In the Triassic rocks of Britain there is a very important series of red, green and mottled clays, over a thousand feet thick in some places, which have been called the New Red marls. They belong to the Keuper or uppermost division of the system, and in Cheshire contain valuable deposits of rock salt, the principal sources of that mineral in Great Britain. In the strict sense these rocks are not marls, being ferruginous clays rather than calcareous clays. Most of them appear to have been laid down in saline lakes in desert regions. As a rule they contain very few fossils, and often they have little or no carbonate of lime, but beds and veins of fibrous gypsum occur in them in considerable profusion. These rocks cover a wide area in the midland counties extending to the south coast near Exmouth, and reappear in the north in the Vale of Eden and a few places in southern Scotland. The clays are used for brick-making, and yield a stiff soil, mostly devoted to pasture and dairy farming. In the Rhaetic beds which immediately overlie the Triassic rocks there are three seams of calcareous clay, often only a few feet thick, which have been called the “grey marls” and the “tea-green marls.”
To rocks older than these the name marl has not often been given, probably because, though argillaceous limestones are often common in the Carboniferous and Silurian rocks, they are usually firm and compact, while marls usually comprise rocks which are more or less soft and friable.

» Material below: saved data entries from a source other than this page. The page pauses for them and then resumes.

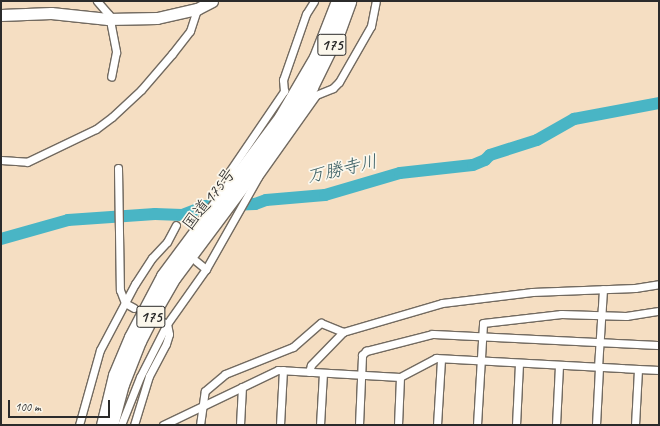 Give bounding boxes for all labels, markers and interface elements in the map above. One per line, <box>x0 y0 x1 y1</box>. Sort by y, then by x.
road number: 175 <box>317 31 347 59</box>
water label: 万勝寺川 <box>304 150 380 188</box>
street label: 国道175号 <box>178 164 240 234</box>
road number: 175 <box>136 303 166 331</box>
scale bar <box>10 392 112 418</box>
text: 100 m <box>15 399 41 415</box> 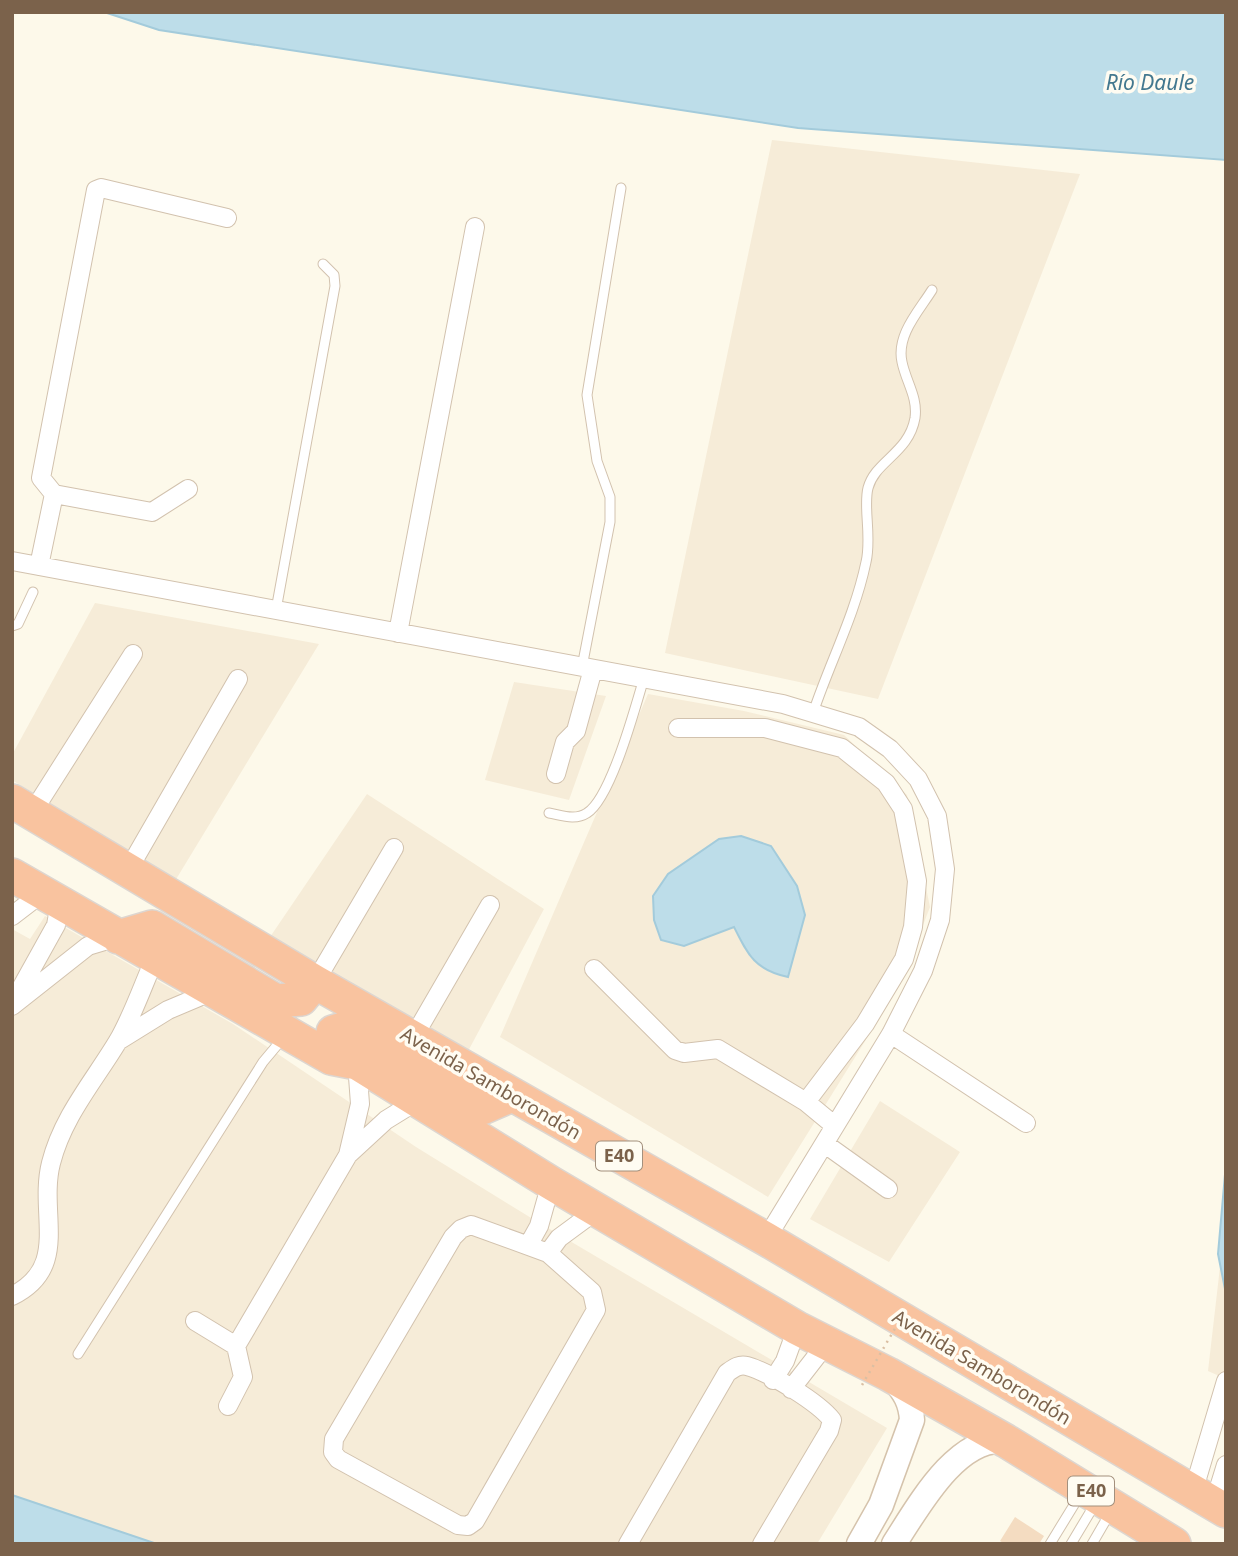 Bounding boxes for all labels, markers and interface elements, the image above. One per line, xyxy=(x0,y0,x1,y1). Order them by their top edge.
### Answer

In other countries, and especially in Germany, many different kinds of marl and of marl-slate are described. Two of these are of especial importance—the dark copper-bearing marl slate of the Permian rocks near Mansfeld in Germany, which has been long and extensively worked as sources of copper, and the white or creamy Solenhofen limestone, much quarried in Bavaria, and used as a lithographic stone. (J. S. F.)